--- START ---
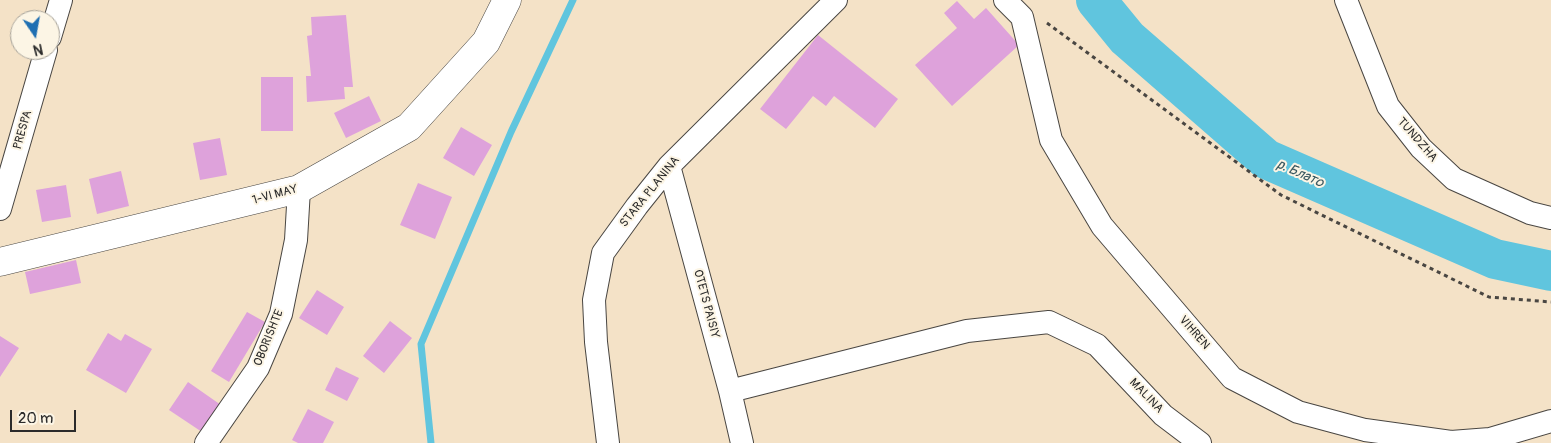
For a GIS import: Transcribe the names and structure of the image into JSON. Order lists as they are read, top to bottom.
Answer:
{
  "streets": {
    "street": [
      "PRESPA",
      "TUNDZHA",
      "STARA PLANINA",
      "1-VI MAY",
      "OTETS PAISIY",
      "VIHREN",
      "OBORISHTE",
      "MALINA"
    ]
  },
  "crossings": [
    ["STARA PLANINA", "OTETS PAISIY"],
    ["1-VI MAY", "OBORISHTE"],
    ["OTETS PAISIY", "MALINA"]
  ],
  "water": ["р. Блато"],
  "scale_bar": "20 m",
  "north": "bottom"
}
--- END ---
→ Work instructions
Could the entries above be returned verbatim, with no pictures included?

→ Exercise response
For a GIS import: Transcribe the names and structure of the image into JSON. Order lists as they are read, top to bottom.
Answer:
{
  "streets": {
    "street": [
      "PRESPA",
      "TUNDZHA",
      "STARA PLANINA",
      "1-VI MAY",
      "OTETS PAISIY",
      "VIHREN",
      "OBORISHTE",
      "MALINA"
    ]
  },
  "crossings": [
    ["STARA PLANINA", "OTETS PAISIY"],
    ["1-VI MAY", "OBORISHTE"],
    ["OTETS PAISIY", "MALINA"]
  ],
  "water": ["р. Блато"],
  "scale_bar": "20 m",
  "north": "bottom"
}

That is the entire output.